“An investment in knowledge always pays the best interest.” So observed American founding father, Benjamin Franklin and I am delighted this morning to be in the company of young people who have invested wisely and realised a handsome return.
The medals that Amrit, Anjali, Maali, Anusha, Richard, Ameerah and Aaron, Anjanaa and Mercedes are receiving today represent the culmination of their hard work, sacrifice and laser focus on the goals they set themselves. I congratulate all of you heartily on achieving the pinnacle of academic success in your respective examinations. When I spoke at the 2019 President’s Medal Presentation Ceremony, I asked, “where within the academic landscape is success recognised and celebrated for the budding mechanic, electrician and designer? They are as essential to the national progress as doctors, attorneys and engineers” and so when I received the list of the 2020 President’s Medal recipients, I was particularly pleased to see that a medal had been added in the field of technical and vocational education. Richard, you have blazed a trail.
The heights scaled by these nine students are all the more spectacular given the circumstances that presented themselves in the thick of their preparation for exams, and just as they were about to peak. Competition for the top spots, usually fierce, grew even more intense due to the reduction in the number of scholarships up for grabs, but that paled in comparison to the discombobulating blow dealt by Covid-19.
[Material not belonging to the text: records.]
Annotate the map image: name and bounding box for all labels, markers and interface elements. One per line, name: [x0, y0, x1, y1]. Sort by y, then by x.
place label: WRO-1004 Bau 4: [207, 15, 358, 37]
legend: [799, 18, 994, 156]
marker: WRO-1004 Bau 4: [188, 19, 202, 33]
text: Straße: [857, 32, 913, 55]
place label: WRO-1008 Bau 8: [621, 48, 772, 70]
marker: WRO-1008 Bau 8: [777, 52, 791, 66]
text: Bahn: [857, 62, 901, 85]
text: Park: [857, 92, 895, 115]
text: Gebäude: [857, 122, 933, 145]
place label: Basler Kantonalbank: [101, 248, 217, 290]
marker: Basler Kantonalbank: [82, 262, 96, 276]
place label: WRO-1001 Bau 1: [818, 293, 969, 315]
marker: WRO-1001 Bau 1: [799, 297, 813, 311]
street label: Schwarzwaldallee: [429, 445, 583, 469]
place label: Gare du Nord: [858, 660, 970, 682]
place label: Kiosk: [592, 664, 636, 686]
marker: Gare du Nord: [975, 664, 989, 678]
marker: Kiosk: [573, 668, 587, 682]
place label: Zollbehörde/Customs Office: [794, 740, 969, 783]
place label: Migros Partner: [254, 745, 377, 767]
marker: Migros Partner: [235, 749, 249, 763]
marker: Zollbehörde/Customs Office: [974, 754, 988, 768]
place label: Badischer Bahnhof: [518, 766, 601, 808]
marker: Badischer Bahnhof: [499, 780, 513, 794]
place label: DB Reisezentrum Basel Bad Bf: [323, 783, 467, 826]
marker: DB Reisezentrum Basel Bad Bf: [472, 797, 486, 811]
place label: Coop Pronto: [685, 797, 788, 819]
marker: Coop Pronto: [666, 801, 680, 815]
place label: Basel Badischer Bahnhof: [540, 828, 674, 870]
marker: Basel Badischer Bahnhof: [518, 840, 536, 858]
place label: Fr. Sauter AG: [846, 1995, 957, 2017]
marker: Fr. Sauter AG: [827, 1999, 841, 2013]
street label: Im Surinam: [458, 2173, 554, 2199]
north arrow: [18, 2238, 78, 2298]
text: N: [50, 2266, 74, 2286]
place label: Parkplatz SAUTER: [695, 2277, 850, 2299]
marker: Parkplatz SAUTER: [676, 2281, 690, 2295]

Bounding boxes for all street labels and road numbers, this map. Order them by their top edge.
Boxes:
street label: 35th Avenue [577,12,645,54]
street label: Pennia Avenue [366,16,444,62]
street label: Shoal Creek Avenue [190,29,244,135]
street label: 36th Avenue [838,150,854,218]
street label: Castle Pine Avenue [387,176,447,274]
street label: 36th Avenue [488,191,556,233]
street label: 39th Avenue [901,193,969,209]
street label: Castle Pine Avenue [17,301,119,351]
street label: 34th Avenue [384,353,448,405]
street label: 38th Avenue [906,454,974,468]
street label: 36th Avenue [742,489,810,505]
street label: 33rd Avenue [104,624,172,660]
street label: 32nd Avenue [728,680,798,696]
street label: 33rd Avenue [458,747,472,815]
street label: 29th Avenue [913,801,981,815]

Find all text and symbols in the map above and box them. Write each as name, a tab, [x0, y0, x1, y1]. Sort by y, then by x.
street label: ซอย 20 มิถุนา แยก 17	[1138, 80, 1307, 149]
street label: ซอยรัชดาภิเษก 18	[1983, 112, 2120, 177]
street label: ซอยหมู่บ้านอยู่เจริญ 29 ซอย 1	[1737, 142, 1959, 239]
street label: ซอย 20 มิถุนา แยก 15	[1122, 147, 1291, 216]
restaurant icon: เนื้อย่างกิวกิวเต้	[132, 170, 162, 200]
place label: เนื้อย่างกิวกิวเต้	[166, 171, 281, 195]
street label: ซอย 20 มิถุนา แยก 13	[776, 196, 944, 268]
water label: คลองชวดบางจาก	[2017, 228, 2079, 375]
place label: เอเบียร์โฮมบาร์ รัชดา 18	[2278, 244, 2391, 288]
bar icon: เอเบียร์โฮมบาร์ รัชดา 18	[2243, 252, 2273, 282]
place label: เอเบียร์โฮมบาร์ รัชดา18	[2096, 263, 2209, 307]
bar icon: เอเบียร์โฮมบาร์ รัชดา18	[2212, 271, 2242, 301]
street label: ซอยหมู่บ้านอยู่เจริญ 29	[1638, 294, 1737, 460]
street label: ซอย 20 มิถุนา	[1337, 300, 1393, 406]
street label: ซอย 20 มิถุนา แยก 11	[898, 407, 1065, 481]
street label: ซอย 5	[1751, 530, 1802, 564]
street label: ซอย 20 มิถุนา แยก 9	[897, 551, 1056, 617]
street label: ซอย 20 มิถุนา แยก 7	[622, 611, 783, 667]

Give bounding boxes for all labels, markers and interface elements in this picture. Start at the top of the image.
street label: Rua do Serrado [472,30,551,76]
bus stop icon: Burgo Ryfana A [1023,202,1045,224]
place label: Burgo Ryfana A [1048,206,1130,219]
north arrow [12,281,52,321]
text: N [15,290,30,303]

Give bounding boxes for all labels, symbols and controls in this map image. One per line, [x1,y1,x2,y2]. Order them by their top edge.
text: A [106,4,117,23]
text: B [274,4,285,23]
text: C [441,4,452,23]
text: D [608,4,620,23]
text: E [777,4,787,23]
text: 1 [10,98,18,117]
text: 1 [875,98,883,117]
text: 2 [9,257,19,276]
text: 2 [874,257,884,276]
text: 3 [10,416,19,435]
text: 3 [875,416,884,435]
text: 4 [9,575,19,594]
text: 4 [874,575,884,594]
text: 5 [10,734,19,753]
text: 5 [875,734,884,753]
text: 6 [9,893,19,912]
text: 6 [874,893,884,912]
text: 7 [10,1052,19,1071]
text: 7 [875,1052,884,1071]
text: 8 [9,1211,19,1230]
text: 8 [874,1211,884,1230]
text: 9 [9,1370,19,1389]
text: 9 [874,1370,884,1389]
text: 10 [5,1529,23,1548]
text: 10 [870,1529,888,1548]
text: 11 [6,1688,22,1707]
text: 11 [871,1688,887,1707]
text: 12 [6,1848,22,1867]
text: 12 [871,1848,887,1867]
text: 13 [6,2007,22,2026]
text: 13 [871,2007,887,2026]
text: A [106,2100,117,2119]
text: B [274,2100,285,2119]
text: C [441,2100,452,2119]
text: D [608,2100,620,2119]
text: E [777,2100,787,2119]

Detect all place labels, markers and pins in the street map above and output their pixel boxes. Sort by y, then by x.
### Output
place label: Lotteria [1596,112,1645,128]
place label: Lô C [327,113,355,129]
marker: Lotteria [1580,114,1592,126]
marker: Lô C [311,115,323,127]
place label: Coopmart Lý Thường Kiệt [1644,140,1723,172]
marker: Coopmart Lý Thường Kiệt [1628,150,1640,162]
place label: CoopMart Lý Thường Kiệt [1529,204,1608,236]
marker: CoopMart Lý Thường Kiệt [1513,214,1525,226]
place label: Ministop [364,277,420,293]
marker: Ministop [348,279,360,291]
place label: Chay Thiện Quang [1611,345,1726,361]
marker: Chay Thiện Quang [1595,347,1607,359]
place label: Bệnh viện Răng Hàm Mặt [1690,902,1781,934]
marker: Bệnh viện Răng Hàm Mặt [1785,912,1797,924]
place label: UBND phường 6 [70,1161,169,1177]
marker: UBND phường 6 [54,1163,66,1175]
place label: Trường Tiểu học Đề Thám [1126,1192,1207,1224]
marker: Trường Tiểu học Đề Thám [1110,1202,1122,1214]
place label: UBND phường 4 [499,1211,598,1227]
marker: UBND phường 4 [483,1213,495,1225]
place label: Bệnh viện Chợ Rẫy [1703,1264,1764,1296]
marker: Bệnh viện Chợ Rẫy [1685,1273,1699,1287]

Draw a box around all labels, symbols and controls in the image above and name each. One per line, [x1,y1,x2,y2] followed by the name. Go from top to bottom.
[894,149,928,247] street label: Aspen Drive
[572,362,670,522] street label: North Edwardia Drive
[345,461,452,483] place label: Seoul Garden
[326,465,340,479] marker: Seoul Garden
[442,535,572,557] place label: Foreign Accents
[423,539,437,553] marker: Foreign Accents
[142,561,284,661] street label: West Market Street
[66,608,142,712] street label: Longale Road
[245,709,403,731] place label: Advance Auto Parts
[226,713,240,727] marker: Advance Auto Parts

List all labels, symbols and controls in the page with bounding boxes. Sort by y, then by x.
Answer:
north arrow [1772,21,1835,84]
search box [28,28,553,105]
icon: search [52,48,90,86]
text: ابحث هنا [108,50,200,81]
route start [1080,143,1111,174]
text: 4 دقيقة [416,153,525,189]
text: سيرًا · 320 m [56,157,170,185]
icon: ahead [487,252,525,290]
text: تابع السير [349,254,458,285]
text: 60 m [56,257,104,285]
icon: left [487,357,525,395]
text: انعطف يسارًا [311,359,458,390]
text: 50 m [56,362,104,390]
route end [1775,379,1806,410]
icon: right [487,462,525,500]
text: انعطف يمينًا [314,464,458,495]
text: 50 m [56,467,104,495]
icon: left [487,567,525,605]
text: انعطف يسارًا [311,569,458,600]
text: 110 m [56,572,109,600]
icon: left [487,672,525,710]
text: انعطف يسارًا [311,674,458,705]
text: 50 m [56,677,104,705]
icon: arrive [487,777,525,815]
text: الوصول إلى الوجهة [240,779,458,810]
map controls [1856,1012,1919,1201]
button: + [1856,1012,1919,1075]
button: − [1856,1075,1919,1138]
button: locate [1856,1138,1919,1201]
In March 2020 the pandemic struck, upending the ordinary course of things—all that was predictable, orderly and normal. I could only imagine the effect that this disruption had on the cohort of students about to write critical exams which, while not determining their future, certainly would have some effect on it. The sheer uncertainty of what would happen next, and when, had the potential to throw students off their stride and no doubt, for many, it did. I take this opportunity to applaud the entire body of students who braved examinations in 2020. Those of you who are being honoured today are among those who, despite the distractions and upheaval, were able to focus, stay the course and excel, perhaps beyond your wildest dreams.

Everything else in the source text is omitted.